EXERCISE:
Go through the records below line by line, counting those that contain the word "label"; answer with the count only.

'''

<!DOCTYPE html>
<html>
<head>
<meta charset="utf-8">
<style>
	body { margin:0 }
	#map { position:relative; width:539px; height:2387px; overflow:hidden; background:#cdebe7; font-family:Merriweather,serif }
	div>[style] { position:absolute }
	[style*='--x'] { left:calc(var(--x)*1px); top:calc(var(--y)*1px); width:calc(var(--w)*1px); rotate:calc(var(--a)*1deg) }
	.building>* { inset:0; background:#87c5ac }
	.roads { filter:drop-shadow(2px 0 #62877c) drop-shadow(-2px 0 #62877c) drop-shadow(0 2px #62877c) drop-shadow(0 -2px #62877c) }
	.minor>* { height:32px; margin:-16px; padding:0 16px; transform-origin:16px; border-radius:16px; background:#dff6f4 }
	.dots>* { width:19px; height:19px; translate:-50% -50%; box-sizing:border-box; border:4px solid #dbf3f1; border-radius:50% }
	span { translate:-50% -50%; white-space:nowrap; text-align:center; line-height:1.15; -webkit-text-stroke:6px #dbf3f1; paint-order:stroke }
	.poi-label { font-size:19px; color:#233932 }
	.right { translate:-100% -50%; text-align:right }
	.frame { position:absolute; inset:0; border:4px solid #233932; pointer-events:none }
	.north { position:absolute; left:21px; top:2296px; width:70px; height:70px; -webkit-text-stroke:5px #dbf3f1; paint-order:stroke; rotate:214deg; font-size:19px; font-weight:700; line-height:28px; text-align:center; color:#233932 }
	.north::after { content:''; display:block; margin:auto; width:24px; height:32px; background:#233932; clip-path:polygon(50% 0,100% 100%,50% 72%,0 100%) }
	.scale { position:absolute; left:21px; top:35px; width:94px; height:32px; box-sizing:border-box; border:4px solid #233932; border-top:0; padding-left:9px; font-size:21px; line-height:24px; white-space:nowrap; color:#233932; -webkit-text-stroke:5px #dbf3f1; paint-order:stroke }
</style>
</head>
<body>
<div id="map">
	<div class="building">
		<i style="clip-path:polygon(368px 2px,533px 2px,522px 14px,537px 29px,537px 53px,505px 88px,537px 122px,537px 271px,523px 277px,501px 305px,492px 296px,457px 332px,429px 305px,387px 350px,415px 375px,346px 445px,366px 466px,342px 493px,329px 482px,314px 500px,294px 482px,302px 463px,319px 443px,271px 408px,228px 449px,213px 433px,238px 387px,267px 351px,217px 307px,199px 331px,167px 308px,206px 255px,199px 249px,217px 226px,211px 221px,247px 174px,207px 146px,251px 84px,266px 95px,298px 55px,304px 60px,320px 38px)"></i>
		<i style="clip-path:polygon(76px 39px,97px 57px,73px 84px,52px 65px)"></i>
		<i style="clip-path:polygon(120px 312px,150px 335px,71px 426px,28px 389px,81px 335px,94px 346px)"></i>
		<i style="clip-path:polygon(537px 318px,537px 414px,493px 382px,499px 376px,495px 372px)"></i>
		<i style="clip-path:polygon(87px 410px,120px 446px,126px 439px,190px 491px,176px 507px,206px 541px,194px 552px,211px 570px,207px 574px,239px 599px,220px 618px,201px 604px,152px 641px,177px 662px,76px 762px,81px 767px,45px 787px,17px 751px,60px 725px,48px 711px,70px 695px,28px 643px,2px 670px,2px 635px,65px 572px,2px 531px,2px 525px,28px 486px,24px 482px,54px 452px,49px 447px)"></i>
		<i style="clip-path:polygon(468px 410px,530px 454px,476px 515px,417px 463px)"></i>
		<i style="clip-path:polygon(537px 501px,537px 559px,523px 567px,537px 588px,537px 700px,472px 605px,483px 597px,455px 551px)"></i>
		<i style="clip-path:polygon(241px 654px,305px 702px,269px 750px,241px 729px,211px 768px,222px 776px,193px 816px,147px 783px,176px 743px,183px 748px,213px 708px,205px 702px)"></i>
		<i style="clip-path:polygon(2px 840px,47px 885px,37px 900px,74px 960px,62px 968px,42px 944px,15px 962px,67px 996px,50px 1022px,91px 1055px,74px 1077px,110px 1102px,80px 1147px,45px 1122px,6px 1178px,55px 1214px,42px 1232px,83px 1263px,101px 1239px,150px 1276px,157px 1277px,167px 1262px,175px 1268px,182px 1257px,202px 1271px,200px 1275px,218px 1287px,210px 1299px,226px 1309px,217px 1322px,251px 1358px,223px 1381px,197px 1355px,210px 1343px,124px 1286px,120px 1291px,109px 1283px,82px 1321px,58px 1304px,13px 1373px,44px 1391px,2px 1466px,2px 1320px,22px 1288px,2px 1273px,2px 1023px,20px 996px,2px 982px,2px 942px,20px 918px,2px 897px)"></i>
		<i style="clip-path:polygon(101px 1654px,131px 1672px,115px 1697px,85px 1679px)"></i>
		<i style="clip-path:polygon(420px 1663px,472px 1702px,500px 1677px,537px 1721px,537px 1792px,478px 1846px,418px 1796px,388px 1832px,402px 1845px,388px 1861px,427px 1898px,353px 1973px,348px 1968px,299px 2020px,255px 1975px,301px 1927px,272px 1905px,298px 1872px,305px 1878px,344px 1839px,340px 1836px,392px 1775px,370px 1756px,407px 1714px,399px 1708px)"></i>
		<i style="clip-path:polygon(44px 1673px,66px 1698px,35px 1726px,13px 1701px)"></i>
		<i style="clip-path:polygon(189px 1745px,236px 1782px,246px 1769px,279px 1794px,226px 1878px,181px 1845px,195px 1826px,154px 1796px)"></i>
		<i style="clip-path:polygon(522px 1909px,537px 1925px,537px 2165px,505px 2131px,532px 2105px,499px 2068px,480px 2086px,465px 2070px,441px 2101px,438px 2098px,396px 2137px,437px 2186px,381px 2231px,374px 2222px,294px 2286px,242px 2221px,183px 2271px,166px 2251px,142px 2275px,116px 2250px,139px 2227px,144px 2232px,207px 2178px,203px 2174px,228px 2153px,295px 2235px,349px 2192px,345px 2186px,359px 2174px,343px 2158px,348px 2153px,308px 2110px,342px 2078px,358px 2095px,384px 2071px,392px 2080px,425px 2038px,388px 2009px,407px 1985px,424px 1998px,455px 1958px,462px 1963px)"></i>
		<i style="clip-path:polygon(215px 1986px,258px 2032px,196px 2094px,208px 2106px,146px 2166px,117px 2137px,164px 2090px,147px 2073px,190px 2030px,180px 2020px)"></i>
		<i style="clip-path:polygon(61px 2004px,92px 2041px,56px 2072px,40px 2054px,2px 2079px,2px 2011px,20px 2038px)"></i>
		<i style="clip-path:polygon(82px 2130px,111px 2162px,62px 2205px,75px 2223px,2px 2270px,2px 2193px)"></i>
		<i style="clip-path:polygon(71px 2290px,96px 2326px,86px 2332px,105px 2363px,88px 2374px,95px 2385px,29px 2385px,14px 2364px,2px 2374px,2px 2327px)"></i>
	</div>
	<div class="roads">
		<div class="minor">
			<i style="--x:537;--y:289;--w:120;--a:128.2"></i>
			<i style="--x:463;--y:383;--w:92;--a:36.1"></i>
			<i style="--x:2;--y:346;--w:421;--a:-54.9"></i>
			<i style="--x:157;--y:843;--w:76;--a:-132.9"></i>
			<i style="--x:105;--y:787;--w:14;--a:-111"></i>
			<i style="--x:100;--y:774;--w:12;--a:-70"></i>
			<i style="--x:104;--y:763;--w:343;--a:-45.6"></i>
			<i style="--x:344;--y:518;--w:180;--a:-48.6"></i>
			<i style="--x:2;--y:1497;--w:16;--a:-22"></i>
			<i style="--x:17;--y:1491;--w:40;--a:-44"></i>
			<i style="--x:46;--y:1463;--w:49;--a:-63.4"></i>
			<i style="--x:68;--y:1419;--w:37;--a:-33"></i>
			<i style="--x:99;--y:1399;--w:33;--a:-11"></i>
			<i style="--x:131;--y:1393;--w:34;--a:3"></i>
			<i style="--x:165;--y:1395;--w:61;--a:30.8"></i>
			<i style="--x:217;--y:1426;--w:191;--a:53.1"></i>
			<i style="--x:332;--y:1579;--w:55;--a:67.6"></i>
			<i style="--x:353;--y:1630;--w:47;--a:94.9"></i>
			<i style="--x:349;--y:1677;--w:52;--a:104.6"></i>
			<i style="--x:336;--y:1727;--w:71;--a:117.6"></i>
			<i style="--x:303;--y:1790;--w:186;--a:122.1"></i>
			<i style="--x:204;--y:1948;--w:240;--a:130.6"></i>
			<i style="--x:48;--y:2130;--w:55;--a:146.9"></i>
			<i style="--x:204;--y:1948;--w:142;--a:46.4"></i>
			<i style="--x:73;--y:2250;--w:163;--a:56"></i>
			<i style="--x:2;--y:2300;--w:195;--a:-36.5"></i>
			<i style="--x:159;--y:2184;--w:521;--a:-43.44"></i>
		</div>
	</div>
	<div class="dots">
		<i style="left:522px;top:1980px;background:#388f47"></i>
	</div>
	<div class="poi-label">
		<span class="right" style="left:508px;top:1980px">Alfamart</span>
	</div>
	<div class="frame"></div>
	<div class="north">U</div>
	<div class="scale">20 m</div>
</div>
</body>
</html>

'''

SOLUTION FOR THIS TASK:
2